Scan the records for lines with the word "number", and copy every such line.

(Stored data entries)
----------

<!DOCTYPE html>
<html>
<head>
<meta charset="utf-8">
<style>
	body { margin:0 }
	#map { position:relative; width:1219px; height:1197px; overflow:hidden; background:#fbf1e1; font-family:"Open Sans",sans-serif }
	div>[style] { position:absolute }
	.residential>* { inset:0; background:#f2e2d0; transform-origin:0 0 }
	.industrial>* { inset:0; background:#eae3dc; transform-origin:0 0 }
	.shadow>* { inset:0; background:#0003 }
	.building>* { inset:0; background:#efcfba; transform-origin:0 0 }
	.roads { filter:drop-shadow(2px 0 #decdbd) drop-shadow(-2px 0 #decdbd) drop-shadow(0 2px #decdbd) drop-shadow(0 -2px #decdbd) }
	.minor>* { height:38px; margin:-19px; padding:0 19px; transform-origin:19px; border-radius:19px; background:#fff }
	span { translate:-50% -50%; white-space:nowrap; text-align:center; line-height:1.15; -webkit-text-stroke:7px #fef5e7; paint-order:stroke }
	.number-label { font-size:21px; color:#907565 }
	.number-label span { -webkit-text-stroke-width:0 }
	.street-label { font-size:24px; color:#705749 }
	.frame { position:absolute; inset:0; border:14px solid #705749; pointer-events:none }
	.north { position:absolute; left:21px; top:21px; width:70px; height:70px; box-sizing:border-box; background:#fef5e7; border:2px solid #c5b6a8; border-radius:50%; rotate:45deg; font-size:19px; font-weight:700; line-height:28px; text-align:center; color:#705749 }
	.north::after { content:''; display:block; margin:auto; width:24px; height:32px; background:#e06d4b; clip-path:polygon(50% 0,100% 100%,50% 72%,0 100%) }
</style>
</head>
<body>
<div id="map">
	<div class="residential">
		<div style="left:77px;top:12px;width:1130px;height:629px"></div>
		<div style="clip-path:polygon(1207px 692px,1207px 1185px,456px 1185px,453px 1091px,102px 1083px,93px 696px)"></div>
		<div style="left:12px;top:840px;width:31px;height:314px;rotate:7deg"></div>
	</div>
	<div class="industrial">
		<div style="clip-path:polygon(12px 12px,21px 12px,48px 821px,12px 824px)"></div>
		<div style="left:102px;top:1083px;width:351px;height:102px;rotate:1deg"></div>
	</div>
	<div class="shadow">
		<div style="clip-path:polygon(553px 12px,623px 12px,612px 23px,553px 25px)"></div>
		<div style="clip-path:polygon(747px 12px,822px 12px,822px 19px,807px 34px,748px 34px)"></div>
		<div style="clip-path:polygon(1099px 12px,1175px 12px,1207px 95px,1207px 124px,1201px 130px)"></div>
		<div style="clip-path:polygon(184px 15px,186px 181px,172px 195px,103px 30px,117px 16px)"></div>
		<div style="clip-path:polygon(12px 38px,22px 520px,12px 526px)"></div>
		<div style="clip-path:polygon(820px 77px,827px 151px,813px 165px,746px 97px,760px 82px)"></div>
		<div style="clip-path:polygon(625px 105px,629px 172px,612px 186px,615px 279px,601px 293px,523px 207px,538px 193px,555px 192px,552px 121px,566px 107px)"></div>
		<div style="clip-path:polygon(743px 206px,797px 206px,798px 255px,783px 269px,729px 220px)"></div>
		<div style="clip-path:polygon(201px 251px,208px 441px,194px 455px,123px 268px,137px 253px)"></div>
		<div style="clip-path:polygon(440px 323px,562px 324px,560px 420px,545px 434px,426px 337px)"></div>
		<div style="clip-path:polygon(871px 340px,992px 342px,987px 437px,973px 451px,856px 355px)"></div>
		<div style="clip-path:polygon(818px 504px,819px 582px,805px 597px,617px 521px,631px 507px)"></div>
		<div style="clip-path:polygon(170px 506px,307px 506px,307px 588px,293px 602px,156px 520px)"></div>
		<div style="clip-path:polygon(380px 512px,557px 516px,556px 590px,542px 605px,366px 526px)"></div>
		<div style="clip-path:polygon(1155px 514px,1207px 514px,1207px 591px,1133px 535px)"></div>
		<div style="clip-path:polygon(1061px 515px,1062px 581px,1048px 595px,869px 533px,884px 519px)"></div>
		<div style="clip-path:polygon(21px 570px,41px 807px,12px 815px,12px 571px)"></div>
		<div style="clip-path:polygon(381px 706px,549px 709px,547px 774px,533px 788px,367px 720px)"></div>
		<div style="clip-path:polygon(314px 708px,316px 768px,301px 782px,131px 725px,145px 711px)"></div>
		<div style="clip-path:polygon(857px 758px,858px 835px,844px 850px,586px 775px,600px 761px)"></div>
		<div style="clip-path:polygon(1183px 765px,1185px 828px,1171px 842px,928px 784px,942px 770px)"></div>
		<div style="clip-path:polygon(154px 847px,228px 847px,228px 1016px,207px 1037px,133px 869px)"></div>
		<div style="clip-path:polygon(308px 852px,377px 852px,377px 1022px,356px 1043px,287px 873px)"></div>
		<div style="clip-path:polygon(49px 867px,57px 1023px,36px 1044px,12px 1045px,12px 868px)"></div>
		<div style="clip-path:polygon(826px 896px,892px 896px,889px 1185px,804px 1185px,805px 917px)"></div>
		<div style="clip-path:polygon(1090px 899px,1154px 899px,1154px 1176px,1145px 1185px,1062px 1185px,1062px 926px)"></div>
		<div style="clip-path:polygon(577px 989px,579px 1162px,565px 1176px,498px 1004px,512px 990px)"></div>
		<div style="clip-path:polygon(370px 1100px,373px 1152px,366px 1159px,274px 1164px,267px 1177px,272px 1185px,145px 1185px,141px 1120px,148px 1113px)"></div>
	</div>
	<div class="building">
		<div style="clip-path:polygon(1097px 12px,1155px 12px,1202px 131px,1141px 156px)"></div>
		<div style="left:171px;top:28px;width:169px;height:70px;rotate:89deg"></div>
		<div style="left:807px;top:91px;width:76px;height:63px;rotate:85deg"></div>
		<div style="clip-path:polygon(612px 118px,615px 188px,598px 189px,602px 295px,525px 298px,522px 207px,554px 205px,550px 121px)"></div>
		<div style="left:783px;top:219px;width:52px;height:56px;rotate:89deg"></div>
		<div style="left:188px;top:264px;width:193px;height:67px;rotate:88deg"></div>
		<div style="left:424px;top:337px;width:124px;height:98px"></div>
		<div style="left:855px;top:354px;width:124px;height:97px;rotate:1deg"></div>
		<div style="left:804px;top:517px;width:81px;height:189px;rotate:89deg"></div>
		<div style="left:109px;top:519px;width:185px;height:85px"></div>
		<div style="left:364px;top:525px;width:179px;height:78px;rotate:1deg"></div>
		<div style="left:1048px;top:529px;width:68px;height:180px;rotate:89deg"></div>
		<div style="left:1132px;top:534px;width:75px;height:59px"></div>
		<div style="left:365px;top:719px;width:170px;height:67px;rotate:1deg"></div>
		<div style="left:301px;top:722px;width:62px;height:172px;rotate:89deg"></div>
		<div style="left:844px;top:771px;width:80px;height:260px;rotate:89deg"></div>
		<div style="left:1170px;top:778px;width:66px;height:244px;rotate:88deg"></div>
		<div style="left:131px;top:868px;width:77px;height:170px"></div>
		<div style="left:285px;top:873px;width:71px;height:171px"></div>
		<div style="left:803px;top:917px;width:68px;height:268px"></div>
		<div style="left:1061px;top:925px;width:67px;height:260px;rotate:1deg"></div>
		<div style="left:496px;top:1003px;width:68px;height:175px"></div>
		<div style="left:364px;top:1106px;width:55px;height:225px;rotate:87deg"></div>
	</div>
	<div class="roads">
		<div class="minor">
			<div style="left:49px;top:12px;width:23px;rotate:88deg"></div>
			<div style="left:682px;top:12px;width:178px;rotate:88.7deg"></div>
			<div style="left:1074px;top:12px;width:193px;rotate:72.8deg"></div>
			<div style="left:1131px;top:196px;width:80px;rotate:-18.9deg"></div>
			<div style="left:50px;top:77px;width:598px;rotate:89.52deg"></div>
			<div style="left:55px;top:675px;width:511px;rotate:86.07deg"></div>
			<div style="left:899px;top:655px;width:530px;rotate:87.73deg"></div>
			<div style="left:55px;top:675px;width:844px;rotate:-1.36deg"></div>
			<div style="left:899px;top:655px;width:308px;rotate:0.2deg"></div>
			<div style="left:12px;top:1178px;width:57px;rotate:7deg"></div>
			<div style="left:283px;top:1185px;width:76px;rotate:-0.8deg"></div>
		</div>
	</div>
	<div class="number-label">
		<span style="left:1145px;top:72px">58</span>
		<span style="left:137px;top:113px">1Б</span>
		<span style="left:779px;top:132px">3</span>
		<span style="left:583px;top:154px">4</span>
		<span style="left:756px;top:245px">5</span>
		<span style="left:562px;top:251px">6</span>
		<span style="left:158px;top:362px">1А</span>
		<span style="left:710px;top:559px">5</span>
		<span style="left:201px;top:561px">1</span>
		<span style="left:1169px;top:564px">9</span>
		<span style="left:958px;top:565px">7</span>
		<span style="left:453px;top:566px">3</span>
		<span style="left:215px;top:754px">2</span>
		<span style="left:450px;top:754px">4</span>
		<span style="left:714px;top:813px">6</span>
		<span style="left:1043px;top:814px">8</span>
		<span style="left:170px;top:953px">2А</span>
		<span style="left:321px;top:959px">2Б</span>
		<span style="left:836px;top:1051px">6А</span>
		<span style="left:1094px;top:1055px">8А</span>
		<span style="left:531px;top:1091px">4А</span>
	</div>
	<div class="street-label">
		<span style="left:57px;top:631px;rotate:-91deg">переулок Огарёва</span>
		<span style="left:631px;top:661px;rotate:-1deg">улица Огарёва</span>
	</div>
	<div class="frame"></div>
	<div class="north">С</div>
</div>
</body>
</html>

----------

| RESPONSE AREA |
	.number-label { font-size:21px; color:#907565 }
	.number-label span { -webkit-text-stroke-width:0 }
	<div class="number-label">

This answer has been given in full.